_Exercise_: What is needed is every line, exactly as given, from the line containing "Annotation task. Convert" through the end of the data below.

_Given data_:
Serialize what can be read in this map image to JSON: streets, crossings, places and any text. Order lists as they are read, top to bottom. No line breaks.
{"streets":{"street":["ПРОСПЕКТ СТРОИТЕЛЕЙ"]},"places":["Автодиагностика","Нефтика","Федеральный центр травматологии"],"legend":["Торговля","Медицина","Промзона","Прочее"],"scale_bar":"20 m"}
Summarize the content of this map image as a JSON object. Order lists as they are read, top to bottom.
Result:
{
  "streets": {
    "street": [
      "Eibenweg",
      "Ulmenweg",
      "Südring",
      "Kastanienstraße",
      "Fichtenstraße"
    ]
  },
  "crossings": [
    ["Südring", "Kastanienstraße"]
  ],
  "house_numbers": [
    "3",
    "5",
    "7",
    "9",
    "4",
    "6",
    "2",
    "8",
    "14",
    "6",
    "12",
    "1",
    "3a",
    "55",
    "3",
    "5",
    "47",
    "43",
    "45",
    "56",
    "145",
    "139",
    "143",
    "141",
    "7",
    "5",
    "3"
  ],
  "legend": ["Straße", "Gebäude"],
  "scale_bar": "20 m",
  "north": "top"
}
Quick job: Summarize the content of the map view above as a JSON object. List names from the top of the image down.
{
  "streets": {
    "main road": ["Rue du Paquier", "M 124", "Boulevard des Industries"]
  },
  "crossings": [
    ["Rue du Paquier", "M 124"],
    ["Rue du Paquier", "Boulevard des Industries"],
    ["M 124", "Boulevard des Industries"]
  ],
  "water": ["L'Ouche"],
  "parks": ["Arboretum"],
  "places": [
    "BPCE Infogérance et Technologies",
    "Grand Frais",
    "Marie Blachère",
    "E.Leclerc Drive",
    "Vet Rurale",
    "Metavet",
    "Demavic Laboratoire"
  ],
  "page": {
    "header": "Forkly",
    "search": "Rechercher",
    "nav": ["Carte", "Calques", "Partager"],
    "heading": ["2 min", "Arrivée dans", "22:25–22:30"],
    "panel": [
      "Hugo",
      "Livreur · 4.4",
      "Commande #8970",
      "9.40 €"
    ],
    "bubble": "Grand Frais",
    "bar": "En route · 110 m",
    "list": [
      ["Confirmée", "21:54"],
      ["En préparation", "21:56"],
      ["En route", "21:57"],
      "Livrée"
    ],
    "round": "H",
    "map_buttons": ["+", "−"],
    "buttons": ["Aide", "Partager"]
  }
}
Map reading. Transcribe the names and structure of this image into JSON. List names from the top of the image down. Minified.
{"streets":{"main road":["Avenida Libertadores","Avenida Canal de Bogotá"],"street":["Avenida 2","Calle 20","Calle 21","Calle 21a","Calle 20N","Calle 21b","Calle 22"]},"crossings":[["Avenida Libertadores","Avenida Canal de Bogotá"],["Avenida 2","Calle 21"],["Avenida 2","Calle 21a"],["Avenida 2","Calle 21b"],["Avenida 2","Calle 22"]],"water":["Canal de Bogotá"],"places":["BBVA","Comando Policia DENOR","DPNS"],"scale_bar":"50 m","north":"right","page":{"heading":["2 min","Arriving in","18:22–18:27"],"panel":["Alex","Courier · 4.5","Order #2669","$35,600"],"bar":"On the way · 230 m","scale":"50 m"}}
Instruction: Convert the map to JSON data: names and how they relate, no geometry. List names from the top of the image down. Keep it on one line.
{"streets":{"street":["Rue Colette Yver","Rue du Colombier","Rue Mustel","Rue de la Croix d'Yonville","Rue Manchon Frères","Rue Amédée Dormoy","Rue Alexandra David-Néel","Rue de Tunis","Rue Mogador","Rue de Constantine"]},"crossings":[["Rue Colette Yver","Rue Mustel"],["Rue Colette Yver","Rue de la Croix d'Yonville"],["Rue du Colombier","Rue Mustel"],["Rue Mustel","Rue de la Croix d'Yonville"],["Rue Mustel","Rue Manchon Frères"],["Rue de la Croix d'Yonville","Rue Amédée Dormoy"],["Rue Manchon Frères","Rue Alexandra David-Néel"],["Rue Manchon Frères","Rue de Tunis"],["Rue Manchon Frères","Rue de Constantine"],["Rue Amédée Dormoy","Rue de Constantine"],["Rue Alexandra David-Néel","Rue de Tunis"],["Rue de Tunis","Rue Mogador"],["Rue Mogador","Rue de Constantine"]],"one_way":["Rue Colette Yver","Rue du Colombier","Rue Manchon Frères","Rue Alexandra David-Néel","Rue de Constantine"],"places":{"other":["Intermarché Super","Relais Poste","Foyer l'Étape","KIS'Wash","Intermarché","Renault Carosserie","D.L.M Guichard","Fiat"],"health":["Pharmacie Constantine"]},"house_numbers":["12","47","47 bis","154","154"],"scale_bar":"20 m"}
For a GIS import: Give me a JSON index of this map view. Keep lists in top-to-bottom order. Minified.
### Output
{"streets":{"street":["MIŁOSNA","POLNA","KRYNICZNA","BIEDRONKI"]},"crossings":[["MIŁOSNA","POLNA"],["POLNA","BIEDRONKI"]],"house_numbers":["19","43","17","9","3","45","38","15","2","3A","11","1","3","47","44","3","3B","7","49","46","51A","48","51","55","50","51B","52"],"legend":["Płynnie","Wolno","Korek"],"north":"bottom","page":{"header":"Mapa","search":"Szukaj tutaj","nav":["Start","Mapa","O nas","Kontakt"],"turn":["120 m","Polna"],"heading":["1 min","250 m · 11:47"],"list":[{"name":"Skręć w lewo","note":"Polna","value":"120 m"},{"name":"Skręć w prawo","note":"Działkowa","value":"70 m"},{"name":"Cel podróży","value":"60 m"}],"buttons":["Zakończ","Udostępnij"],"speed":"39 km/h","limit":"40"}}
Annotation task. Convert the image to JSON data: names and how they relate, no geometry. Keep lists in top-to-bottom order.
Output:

_Final answer_:
Annotation task. Convert the image to JSON data: names and how they relate, no geometry. Keep lists in top-to-bottom order.
Output:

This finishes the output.